Chi sono oggi i soggetti-tipo che fanno il test dell’Hiv?

"Tendenzialmente più uomini che donne, sia eterosessuali che omosessuali. L’età è dai 30 anni in su. Il fattore di rischio riportato dall’utente è il rapporto sessuale non protetto".

Non più lo scambio di siringhe infette?

"Da noi succede pochissime volte, di più coi pazienti che si rivolgono ai Serd (servizi per le dipendenze territoriali ndr)".

Negli ultimi anni sono aumentati i casi di infezione da Hiv?

"Sono diminuite le diagnosi di Hiv, sebbene il numero dei test rimanga molto alto. Ancora di più è diminuito il numero dei casi di Aids, lo stadio clinico terminale dell’infezione causata dal virus dell’Hiv".

La pandemia da Covid ha condizionato il numero dei test per l’Hiv?

"Durante il lockdown sono stati in numero inferiore ma sono ripresi a maggio, con l’inizio della Fase 2, ed è cresciuto il numero dei test a giugno".

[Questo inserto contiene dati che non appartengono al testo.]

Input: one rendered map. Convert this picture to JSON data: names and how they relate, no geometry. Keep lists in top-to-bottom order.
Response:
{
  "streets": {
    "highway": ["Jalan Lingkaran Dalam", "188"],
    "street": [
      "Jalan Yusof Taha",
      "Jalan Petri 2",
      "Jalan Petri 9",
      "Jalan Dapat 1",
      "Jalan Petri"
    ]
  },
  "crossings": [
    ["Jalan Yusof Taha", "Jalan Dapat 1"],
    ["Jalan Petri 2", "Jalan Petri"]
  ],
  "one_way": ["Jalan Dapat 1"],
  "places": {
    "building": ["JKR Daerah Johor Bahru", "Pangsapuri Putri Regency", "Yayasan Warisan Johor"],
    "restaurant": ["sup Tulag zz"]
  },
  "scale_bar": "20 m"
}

Che fare per “stanare“ il sommerso?

"Test rapidi e capillari. Una strategia auspicabile sarebbe includerli nel “pacchetto” di esami pre-ricovero per qualsiasi operazione. Rimane un problema di informazione per una fascia straniera della popolazione che ignora le vie di trasmissione del virus. Nelle nostre nuove diagnosi da giugno in poi, 7 casi su 10 riguardano stranieri extraeuropei. Per diffondere conoscenza adeguata dei fattori di rischio, il messaggio dovrebbe essere veicolato non solo nella lingua d’origine ma da un esponente della comunità dotato di credibilità e autorevolezza".